Fig. 1. Roman de la Rose examined using Rolling Stylometry (in SVM flavor), with the following parameters: 100 MFWs, window size of 5,000 words, sample overlap of 4,500 words.

Abstract

This little project started from the following thought experiment: while most state-of-the-art stylometric approaches aim at broadening the scope of the analysis according to the “distant reading” paradigm, do we really understand what a single text is? In other words, the question here was: what about applying a microscope perspective rather than the usual large-scale analysis approach? This thinking led to introducing a new method, supported with compact visualization, that tries to look inside a text, represented as a set of linearly sliced chunks, in order to test their stylistic consistency. Since it is based on the idea of moving slowly through a text to be stylometrized, it has been named Rolling Stylometry.

The following description is but an appetizer. A quick start, supplemented by applicable/reusable snippets of code, can be found in this blog post. For a detailed explanation of the method’s theoretical assumptions, features, and implementation refer to the following paper:

Eder, M. (2016). Rolling stylometry. Digital Scholarship in the Humanities, 31(3): 457-469, [pre-print].

Motivation

Sequential analysis is a very attractive way of studying linear phenomena. The concept of the moving window is particularly important for measuring given elements in their sequential order. It has been introduced to stylometry and extended by van Dalen-Oskam and van Zundert in their study on the medieval Dutch poem titled Roman van Walewein (van Dalen-Oskam and van Zundert, 2007). Other notable approaches to visualize stylistic shifts using moving windows include papers on Middle Dutch rhyme words (Kestemont, 2010), on three disputed English prose texts (Burrows, 2010), and on The Tutor’s Story by Kingsley and Mallet approached with t-tests (Hoover, 2011). Recently, Rolling Delta has been applied to examine collaborative works by Joseph Conrad and Ford Madox Ford (Rybicki et al., 2014).

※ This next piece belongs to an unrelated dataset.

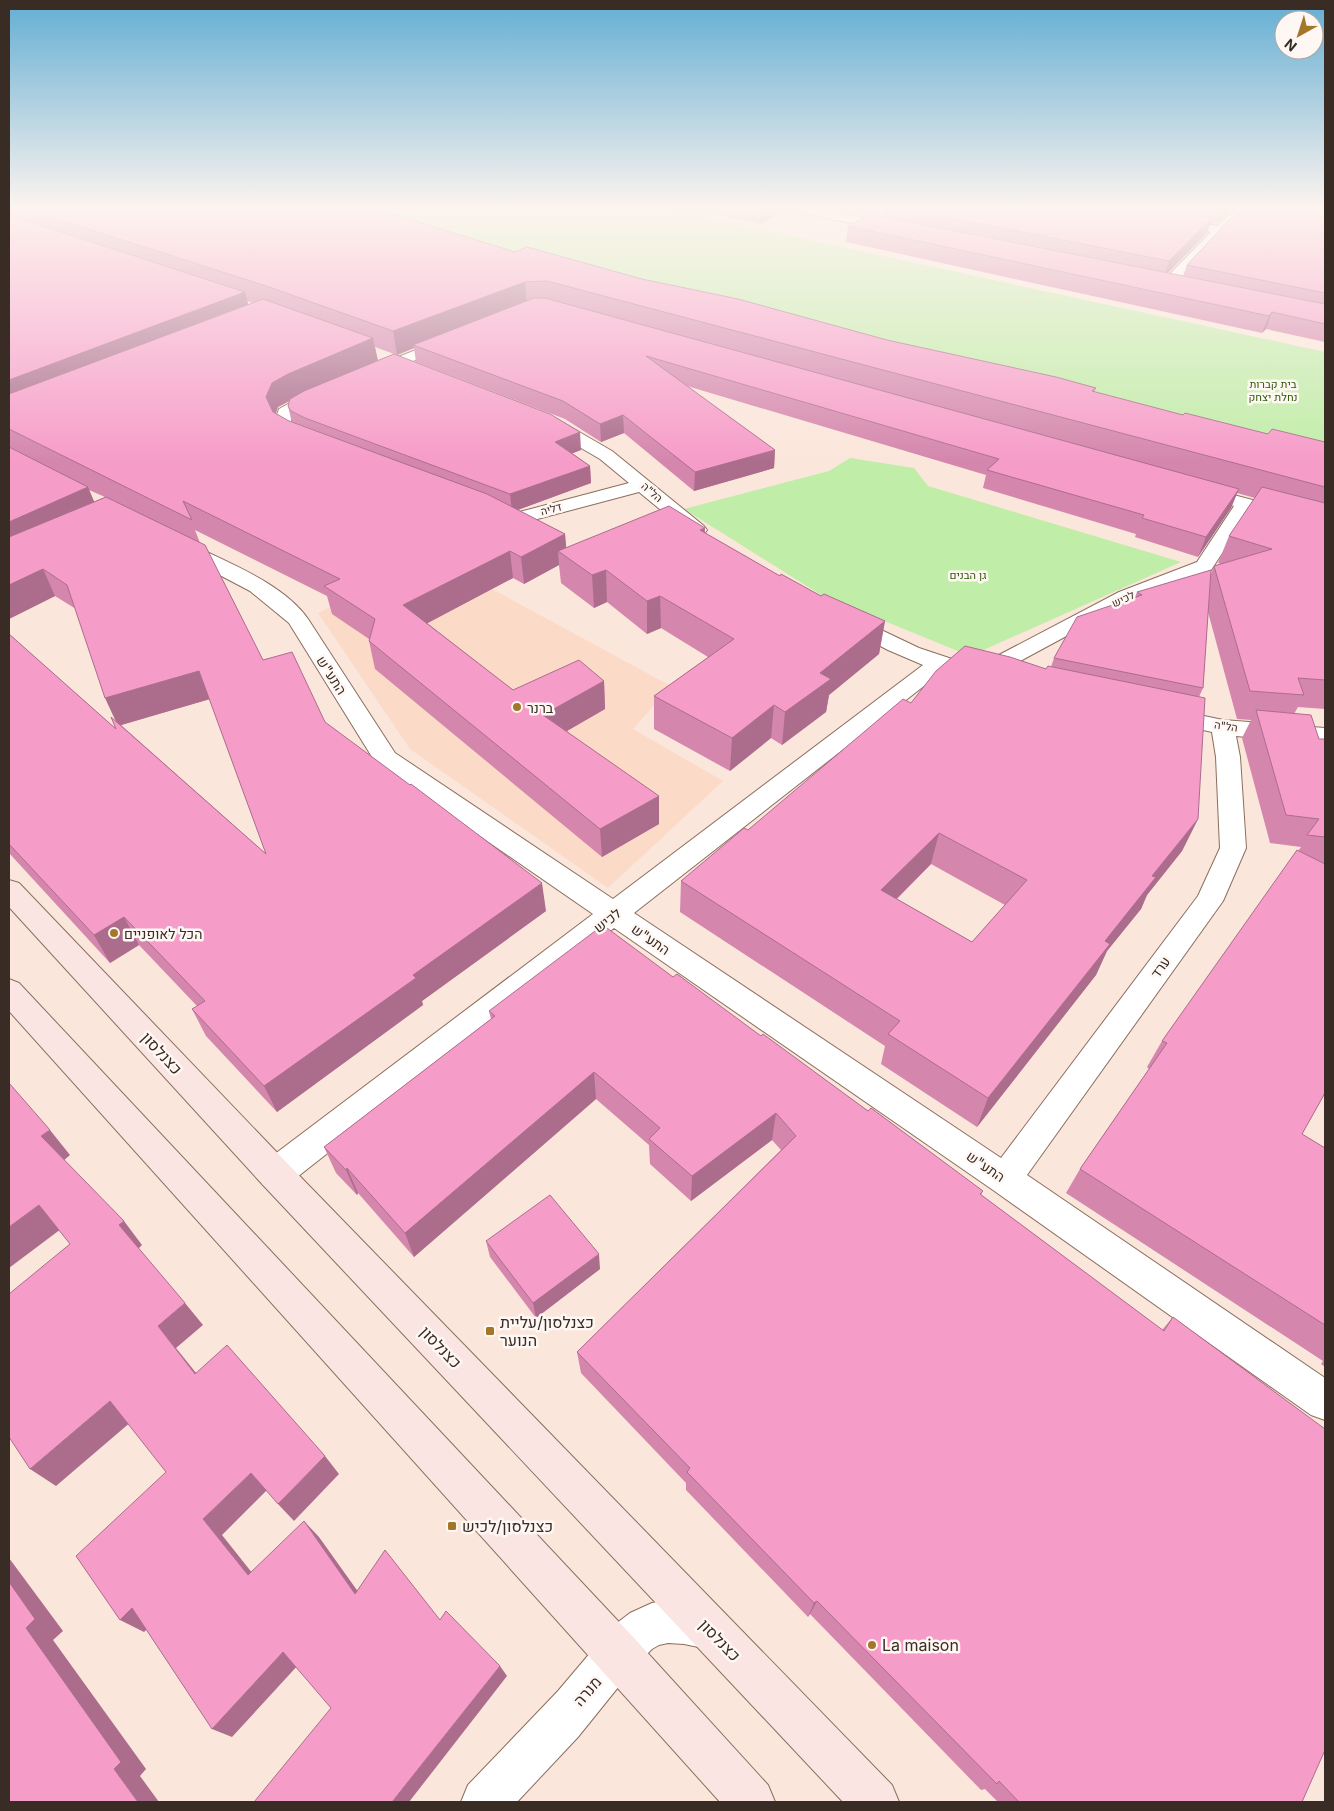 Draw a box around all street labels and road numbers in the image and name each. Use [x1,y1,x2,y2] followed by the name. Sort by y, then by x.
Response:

The Rolling Stylometry method is based on the above approaches. Its general idea is very simple: a text to be analyzed (e.g., an anonymous text to be attributed) is chunked into equal-sized blocks (partially overlapping). Then, instead of attributing the text in its entirety, the goal is to perform an independent similarity test for each chunk, and to inspect the results as a sequence of ordered stylistic signals. Arguably, any classification method can be combined with this procedure. However, so far, the method implementation in stylo includes support vector machines (SVM), nearest shrunken centroids (NSC), and Delta in its classical Burrowsian flavor (Eder, 2015).

An example

The method is designed to detect stylistic takeovers. One example is The World’s Desire, a classic fantasy novel written collaboratively by Henry Rider Haggard and Andrew Lang in 1890. It is a story of the hero Odysseus, who returns home to Ithaca from his journey: however, instead of finding his home at peace, he is involved in several new adventures. The plot of the novel, as well as its mythological background, was set by Lang, while Haggard – the author of several appreciated adventure novels – contributed his imagination and style. It is assumed that Haggard reworked Lang’s drafts and actually wrote most of the novel except the first four chapters, which were written entirely by Lang.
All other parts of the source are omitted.